BEGIN

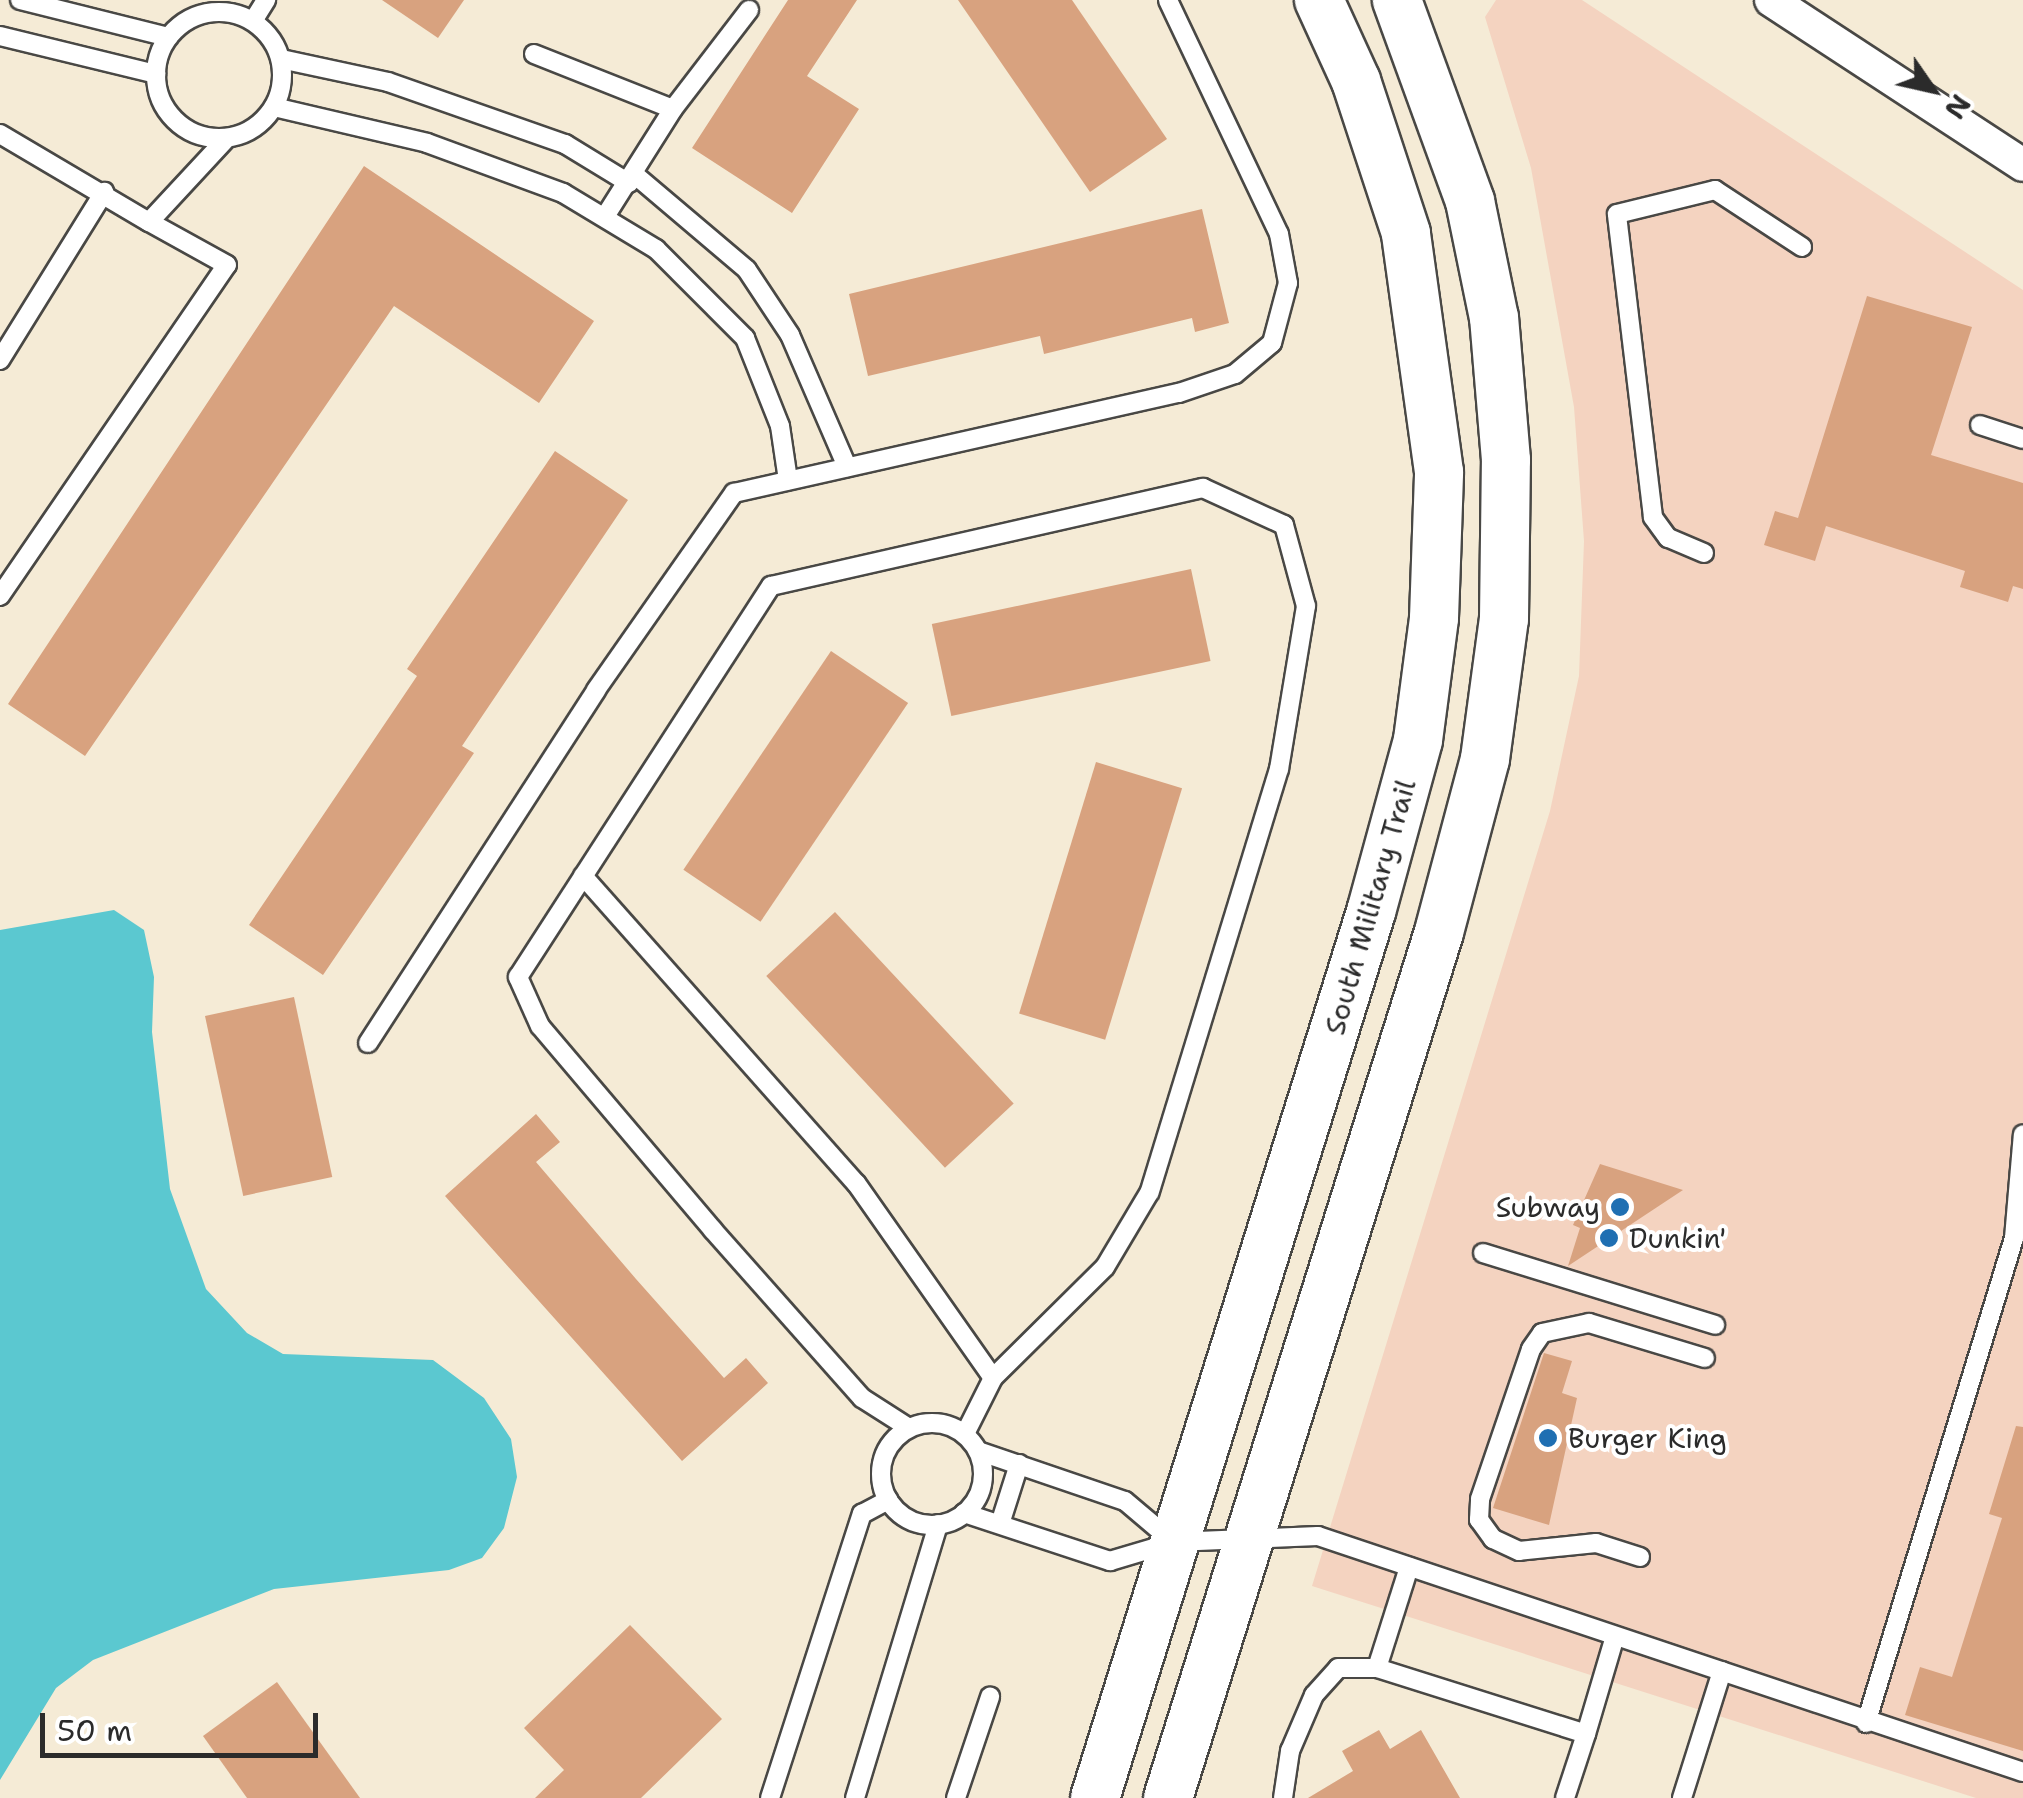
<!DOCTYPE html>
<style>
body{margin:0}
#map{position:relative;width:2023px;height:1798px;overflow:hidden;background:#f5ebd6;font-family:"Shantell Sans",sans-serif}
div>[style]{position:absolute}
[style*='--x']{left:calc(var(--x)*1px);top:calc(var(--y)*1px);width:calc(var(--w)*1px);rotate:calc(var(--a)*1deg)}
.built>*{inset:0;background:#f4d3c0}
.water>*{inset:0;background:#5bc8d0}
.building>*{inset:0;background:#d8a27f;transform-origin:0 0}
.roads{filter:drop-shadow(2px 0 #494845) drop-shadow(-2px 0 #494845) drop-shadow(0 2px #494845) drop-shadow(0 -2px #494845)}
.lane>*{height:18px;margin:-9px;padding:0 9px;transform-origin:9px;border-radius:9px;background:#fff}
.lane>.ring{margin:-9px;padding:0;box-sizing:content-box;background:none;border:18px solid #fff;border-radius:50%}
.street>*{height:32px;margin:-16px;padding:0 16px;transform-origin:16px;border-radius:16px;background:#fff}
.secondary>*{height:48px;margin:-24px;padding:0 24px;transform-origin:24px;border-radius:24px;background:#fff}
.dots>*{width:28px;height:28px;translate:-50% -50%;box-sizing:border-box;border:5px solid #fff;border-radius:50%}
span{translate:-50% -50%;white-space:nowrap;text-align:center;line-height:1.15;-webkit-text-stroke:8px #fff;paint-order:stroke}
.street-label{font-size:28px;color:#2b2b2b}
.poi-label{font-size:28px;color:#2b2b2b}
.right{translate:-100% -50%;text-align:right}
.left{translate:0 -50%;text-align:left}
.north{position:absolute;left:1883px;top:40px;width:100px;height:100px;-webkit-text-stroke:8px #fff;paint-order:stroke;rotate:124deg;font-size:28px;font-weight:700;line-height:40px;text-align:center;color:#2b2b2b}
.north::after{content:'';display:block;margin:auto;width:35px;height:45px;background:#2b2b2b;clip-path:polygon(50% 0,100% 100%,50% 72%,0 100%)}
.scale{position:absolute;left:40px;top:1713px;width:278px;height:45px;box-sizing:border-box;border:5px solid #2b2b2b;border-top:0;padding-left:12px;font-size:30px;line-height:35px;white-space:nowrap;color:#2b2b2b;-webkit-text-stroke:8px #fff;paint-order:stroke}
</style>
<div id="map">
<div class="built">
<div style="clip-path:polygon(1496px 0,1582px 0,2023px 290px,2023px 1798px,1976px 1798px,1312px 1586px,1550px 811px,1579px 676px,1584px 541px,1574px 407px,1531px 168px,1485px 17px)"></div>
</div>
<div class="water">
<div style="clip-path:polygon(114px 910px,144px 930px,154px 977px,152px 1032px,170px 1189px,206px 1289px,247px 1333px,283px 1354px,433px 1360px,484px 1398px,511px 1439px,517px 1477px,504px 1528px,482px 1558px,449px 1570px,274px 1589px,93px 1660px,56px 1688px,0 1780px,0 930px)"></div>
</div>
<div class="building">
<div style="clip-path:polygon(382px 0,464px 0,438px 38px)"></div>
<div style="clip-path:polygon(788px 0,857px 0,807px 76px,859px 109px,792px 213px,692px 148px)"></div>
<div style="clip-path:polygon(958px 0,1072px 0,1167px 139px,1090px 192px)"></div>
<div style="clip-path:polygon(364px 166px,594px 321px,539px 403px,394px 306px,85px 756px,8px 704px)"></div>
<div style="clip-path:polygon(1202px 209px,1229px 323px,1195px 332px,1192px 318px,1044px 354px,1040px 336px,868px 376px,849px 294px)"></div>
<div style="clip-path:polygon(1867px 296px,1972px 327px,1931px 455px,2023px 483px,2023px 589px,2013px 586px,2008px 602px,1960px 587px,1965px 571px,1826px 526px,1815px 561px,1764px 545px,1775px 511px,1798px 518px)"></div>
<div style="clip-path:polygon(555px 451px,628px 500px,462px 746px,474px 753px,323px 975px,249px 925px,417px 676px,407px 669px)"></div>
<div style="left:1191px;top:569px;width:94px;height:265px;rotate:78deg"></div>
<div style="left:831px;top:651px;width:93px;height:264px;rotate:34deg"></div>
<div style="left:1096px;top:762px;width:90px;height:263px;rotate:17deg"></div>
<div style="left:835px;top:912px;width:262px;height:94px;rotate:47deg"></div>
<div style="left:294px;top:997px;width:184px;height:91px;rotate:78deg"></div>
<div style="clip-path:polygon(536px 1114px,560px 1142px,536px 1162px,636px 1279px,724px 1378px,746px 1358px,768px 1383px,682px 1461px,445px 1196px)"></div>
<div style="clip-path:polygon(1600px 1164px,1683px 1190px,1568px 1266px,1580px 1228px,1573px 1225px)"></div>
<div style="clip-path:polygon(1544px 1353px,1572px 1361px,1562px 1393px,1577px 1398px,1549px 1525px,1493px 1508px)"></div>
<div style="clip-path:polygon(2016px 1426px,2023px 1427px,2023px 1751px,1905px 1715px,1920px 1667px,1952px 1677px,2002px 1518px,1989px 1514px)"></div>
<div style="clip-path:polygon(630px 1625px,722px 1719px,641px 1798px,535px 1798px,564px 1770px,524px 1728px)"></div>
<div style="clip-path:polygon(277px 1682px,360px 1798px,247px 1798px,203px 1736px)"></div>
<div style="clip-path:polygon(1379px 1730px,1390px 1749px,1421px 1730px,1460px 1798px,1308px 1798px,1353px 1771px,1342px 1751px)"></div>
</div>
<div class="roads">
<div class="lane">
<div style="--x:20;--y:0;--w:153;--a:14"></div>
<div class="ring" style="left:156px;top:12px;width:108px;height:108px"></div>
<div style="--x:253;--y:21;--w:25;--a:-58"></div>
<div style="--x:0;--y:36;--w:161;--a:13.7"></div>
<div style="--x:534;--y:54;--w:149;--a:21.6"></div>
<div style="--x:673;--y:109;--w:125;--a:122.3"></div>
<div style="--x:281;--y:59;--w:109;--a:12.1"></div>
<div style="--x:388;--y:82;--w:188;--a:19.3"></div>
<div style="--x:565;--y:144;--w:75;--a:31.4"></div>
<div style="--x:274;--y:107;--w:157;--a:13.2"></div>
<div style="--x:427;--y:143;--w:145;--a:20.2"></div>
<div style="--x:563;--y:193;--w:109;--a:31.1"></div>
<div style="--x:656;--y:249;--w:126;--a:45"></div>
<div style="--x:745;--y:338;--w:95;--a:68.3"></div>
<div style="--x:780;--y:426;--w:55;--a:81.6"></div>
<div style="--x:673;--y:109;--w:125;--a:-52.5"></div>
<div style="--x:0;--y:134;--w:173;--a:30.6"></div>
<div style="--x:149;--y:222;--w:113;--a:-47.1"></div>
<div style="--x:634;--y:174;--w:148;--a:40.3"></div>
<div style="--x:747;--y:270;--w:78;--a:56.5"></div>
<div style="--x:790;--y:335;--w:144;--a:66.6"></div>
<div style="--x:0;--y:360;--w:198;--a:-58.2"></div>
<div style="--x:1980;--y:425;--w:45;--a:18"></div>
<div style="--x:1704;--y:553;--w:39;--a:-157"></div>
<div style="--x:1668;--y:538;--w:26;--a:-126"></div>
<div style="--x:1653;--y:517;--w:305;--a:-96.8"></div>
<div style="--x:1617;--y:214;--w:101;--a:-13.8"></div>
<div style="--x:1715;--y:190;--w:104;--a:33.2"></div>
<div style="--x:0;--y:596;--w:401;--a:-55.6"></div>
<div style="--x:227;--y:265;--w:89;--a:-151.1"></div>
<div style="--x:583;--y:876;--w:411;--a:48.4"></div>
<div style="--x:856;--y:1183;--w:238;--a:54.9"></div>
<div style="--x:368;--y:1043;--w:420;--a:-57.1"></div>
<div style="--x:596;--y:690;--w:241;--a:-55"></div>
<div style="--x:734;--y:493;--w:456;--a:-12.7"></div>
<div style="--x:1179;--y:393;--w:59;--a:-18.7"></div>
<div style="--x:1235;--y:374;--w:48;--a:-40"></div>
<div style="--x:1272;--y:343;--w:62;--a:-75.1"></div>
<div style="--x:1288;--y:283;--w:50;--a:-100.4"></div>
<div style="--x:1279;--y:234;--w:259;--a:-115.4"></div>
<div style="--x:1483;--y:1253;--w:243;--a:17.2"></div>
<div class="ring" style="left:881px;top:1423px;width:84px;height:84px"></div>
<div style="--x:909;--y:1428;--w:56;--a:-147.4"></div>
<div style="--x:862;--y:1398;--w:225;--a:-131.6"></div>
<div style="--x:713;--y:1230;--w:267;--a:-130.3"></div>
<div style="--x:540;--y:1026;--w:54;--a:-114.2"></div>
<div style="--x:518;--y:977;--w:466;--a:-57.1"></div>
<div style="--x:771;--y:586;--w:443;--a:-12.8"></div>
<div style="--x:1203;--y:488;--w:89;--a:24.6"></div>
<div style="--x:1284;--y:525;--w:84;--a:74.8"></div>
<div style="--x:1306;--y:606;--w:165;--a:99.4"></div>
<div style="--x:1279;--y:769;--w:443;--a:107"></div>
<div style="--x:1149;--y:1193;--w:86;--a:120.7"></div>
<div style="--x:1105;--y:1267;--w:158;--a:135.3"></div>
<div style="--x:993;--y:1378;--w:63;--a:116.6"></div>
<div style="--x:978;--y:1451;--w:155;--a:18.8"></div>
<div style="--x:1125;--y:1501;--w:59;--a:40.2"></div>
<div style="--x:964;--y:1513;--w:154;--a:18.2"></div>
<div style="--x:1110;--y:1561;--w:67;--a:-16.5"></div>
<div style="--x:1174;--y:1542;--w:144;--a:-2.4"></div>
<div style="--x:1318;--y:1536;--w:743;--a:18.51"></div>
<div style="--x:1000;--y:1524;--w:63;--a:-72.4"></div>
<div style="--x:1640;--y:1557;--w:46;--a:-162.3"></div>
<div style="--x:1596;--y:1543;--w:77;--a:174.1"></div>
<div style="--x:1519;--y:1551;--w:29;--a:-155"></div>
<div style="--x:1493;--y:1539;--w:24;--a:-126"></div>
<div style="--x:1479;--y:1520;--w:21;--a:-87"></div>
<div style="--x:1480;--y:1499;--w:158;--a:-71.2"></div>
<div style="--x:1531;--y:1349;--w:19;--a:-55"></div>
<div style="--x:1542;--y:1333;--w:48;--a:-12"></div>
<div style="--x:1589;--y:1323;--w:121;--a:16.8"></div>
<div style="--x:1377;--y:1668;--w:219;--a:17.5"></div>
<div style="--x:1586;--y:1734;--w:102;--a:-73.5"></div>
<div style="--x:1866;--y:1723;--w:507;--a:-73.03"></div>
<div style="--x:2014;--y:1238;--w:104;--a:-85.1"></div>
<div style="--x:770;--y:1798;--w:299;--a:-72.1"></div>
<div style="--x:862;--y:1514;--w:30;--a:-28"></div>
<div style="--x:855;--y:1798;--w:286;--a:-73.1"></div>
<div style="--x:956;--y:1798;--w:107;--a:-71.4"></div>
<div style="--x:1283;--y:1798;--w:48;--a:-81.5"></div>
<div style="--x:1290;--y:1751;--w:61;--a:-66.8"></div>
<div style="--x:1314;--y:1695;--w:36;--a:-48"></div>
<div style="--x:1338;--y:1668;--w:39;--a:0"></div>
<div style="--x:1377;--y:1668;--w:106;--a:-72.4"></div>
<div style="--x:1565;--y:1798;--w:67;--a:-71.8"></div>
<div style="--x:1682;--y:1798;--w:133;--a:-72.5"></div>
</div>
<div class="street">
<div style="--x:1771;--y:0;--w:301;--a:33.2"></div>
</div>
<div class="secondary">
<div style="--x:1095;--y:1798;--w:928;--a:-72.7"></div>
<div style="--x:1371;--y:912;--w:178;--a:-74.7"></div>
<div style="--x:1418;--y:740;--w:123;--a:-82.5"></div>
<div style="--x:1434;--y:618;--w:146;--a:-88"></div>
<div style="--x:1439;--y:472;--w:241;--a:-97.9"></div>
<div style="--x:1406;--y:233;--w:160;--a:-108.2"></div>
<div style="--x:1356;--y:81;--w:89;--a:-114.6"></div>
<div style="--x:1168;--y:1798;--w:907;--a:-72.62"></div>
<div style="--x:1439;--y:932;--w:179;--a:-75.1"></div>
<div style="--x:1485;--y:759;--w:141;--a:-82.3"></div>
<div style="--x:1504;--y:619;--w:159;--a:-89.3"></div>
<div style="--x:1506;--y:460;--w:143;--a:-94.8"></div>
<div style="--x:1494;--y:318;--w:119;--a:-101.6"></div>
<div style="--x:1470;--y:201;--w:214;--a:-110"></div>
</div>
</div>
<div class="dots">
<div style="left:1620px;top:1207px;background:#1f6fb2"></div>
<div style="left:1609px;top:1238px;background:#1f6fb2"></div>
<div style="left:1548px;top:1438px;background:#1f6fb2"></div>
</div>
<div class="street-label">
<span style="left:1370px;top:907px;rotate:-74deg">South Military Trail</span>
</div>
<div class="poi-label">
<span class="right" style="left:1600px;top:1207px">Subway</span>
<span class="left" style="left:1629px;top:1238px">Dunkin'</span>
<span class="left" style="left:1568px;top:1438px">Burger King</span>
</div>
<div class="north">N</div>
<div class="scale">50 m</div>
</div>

END

TASK TO COMPLETE: Within the entries, find all lines that contain "right" and copy each one.

OUTPUT FOR THIS TASK:
.right{translate:-100% -50%;text-align:right}
<span class="right" style="left:1600px;top:1207px">Subway</span>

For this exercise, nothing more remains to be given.